Maroc

“Ce geste vient d’ailleurs” : exposition collective au Palais Bahia, Marrakech

Cette exposition est née d’une conviction simple : une scène n’existe pleinement que lorsqu’elle accepte d’entrer dans l’espace public du regard, là où les récits circulent, se discutent, se confrontent et deviennent lisibles.

La présence de cette scène dans le temps fort de 1:54, à travers le programme “What’s On”, n’a rien d’un signe mondain. Elle constitue au contraire une manière d’affirmer que l’émergence mérite mieux que des périphéries. Elle mérite des lieux, des cadres, une exigence. Elle mérite sa place.
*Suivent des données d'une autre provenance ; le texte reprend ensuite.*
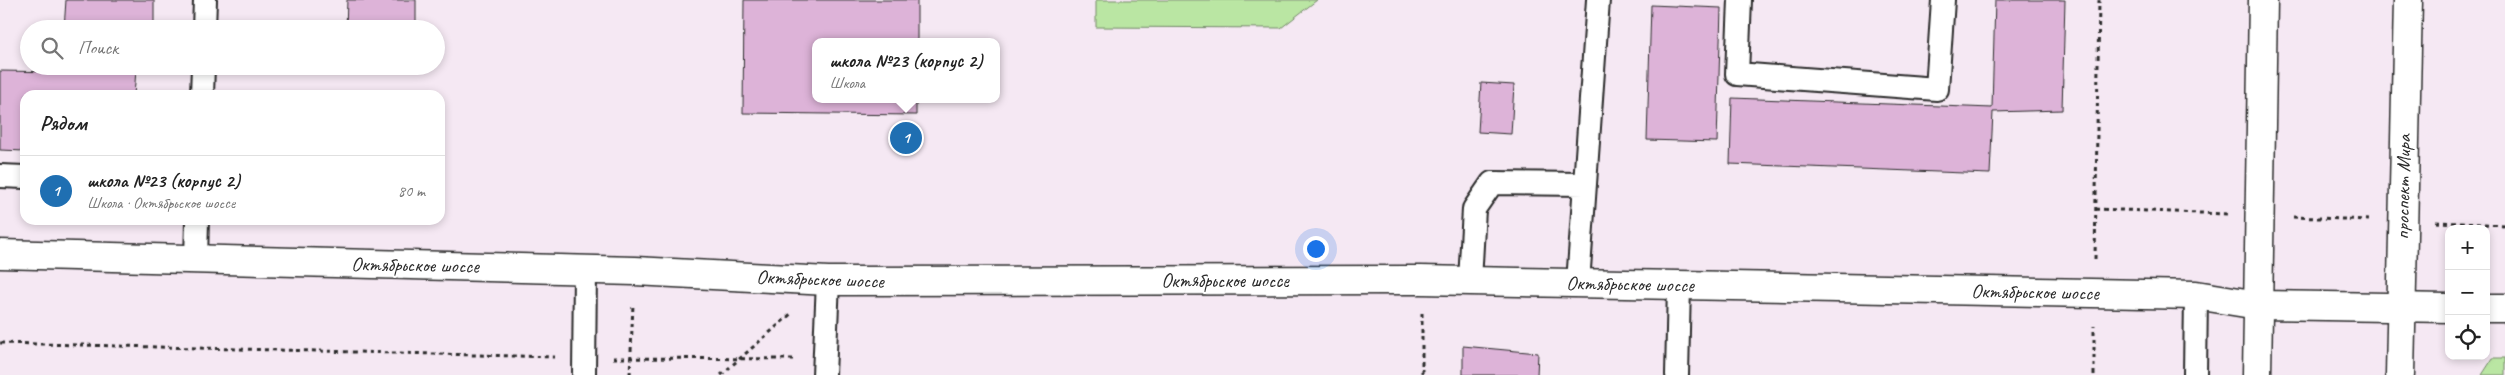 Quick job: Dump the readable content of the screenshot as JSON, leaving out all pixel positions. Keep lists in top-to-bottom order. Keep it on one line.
{"streets":{"street":["проспект Мира","Октябрьское шоссе"]},"crossings":[["проспект Мира","Октябрьское шоссе"]],"page":{"search":"Поиск","popup":["школа №23 (корпус 2)","Школа"],"heading":"Рядом","pins":"1","list":[{"mark":"1","name":"школа №23 (корпус 2)","note":"Школа · Октябрьское шоссе","value":"80 m"}],"map_buttons":["+","−"]}}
“Ce geste vient d’ailleurs” réunit dix artistes autour d’une question directrice : comment les gestes circulent-ils, se déplacent-ils et se transforment-ils au fil du temps ? Ici, ce qui se transmet n’appartient ni au récit écrit ni à des catégories figées. La transmission passe par l’usage, la matière, et par des formes de connaissance où le symbolique et le rituel occupent une place discrète mais active. L’exposition ne cherche pas à produire une unité artificielle, mais rend perceptible une proximité de situations, faite de réalités partagées, de matières situées et d’héritages multiples, à la fois matériels et immatériels.

Une partie des œuvres a été produite à Casablanca lors d’un temps de résidence réunissant des artistes du Sénégal, du Mali, du Togo et de la Côte d’Ivoire avec le Maroc, dans un espace de conversations interrégionales. Les matériaux parlent sans décor : filets de pêche récupérés, tongs usées collectées en déchèterie, images superposées, éléments issus d’usages maritimes, agricoles, domestiques ou artisanaux. Le travail ne gomme pas l’origine ; il la déplace, et fait de l’ordinaire un lieu de correspondances et de charges mémorielles.

Présentée au Palais Bahia, ancien lieu de pouvoir local au tournant du XXe siècle, l’exposition assume un frottement fécond : faire circuler des formes artistiques contemporaines dans un espace marqué par des usages passés, afin d’envisager le patrimoine non comme un objet figé, mais comme un lieu à activer. La scénographie prolonge cette ligne par une dialectique subtile entre intégration et distinction.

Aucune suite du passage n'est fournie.